# Task description
Say how many lines in the entries hold the string "fabs", giving the number by itself.

# Input data
────────────────────────────────────────

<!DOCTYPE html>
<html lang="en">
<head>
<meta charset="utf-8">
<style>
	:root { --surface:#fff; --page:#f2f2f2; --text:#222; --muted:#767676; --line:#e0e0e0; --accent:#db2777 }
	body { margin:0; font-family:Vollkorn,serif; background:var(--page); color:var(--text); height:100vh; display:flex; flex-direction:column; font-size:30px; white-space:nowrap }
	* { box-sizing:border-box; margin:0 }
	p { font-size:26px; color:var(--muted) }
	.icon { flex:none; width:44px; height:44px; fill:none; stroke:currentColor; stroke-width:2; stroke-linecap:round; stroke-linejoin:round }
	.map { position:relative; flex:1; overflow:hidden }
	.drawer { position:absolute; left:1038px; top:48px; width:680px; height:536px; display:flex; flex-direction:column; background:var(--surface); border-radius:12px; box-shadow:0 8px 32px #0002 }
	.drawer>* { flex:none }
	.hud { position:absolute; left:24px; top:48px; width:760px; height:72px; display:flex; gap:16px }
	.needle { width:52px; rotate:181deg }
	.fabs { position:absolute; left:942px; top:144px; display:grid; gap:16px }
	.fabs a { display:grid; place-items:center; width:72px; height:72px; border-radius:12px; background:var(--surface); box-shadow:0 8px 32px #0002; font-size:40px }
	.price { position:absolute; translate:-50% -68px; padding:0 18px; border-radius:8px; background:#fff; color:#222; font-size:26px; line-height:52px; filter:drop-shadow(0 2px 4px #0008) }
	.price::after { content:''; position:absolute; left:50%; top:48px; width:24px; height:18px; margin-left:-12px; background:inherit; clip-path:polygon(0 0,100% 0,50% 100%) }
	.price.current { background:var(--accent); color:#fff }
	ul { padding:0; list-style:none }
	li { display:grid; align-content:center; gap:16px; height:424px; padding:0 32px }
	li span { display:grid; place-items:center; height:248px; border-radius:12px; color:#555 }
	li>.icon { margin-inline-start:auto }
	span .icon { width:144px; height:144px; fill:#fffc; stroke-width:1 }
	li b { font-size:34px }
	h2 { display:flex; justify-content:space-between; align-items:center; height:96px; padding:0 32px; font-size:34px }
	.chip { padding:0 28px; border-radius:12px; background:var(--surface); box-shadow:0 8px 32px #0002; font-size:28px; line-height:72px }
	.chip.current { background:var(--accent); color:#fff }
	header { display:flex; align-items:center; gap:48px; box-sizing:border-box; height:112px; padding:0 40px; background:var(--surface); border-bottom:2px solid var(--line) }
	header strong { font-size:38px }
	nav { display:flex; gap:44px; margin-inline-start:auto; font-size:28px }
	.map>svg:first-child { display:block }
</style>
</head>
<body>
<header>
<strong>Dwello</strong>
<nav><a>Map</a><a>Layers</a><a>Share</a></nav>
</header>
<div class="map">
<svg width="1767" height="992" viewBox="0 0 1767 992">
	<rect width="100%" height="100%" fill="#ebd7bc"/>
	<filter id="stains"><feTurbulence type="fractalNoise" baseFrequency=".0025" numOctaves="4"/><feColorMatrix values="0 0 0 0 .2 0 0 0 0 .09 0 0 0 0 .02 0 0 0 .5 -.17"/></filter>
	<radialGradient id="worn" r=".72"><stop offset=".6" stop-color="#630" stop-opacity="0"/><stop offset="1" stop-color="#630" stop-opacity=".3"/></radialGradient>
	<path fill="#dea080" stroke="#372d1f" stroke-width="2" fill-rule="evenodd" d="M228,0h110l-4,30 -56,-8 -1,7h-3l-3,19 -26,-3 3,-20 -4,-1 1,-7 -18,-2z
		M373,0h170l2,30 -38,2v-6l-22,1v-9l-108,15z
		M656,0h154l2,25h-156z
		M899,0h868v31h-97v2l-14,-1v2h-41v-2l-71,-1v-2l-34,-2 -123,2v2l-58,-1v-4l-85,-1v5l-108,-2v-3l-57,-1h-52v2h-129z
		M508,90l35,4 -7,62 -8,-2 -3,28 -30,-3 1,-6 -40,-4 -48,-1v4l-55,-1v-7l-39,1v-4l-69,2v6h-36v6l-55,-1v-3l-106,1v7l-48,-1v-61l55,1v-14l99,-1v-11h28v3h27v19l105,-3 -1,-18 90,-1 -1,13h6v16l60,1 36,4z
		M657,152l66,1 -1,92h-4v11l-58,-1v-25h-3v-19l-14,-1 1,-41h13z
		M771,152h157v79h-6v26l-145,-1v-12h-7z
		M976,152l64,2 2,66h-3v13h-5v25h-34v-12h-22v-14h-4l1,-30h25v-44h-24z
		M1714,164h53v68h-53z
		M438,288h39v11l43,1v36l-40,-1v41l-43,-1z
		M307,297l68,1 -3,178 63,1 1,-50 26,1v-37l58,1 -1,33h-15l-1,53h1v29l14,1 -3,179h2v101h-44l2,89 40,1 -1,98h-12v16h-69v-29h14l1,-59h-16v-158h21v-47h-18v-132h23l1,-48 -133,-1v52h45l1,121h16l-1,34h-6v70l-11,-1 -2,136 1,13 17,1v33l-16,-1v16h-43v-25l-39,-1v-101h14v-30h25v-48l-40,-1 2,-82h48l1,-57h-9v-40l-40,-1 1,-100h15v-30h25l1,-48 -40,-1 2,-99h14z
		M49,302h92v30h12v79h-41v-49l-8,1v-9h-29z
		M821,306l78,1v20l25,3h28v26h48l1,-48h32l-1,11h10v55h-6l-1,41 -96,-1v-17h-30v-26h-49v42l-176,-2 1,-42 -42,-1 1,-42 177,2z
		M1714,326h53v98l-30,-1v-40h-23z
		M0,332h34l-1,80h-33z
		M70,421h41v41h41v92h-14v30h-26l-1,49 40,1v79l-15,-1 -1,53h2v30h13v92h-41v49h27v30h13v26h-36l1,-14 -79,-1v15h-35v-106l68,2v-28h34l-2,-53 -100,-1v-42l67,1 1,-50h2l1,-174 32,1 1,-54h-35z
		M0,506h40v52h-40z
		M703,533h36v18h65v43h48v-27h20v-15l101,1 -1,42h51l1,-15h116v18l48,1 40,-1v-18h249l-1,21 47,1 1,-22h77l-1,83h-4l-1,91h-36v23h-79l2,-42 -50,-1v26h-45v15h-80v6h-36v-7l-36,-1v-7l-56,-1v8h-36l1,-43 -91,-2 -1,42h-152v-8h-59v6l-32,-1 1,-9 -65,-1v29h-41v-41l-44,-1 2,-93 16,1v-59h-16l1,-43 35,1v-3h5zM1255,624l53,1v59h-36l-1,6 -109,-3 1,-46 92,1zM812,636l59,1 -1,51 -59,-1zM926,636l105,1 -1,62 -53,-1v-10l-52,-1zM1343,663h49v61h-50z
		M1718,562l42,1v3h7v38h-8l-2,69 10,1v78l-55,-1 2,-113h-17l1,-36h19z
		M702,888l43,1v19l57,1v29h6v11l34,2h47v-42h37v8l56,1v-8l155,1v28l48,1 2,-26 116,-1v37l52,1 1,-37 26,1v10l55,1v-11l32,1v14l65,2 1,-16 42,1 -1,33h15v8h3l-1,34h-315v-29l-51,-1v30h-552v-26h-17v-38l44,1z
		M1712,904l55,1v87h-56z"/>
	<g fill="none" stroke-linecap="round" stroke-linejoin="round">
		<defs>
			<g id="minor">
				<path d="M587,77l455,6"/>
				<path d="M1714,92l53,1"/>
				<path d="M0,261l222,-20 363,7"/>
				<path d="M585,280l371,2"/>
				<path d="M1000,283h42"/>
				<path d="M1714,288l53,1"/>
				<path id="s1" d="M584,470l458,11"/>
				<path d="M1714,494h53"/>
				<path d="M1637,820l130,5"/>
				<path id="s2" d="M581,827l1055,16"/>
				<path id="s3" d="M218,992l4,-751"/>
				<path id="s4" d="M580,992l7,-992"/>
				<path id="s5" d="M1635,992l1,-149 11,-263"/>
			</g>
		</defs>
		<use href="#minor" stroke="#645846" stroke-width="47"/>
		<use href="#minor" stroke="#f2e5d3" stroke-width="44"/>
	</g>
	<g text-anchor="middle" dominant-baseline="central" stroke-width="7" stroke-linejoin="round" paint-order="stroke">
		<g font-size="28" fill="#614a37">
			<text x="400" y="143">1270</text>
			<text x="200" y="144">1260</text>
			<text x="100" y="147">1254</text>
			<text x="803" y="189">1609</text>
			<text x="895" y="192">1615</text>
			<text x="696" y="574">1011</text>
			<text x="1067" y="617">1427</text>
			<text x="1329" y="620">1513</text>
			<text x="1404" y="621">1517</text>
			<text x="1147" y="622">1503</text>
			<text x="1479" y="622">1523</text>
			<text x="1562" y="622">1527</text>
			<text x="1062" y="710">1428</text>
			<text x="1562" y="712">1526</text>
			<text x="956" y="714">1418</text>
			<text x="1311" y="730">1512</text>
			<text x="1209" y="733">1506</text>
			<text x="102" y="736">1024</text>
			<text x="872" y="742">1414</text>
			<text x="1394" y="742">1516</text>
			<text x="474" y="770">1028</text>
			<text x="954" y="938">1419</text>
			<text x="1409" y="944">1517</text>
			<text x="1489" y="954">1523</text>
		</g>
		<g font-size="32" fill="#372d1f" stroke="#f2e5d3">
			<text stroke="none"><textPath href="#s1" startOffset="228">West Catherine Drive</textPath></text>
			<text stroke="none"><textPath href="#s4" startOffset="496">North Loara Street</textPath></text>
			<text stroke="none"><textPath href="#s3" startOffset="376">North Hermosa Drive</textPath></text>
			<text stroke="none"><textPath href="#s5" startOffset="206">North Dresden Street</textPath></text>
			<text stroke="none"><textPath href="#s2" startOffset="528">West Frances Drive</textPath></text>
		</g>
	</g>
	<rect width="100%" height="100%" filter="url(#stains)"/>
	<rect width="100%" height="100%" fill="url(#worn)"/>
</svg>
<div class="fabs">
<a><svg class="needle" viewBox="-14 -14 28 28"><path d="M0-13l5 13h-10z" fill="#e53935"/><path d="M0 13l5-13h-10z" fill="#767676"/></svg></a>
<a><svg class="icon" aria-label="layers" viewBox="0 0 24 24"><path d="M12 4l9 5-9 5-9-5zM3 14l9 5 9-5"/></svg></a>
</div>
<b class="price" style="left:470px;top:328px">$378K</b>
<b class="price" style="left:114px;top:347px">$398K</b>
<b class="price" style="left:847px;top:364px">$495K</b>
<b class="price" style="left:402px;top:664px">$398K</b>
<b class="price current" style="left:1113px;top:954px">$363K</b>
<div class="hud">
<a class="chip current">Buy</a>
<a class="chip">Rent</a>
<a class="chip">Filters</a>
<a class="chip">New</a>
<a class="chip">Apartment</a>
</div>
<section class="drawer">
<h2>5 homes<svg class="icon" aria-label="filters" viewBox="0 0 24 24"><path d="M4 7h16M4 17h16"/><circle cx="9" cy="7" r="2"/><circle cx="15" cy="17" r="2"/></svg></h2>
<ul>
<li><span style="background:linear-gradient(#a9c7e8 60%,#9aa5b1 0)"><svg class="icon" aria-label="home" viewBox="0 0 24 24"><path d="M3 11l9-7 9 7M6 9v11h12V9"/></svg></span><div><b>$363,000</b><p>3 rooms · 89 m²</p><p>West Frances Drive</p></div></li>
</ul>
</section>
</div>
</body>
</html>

────────────────────────────────────────

# Written answer
3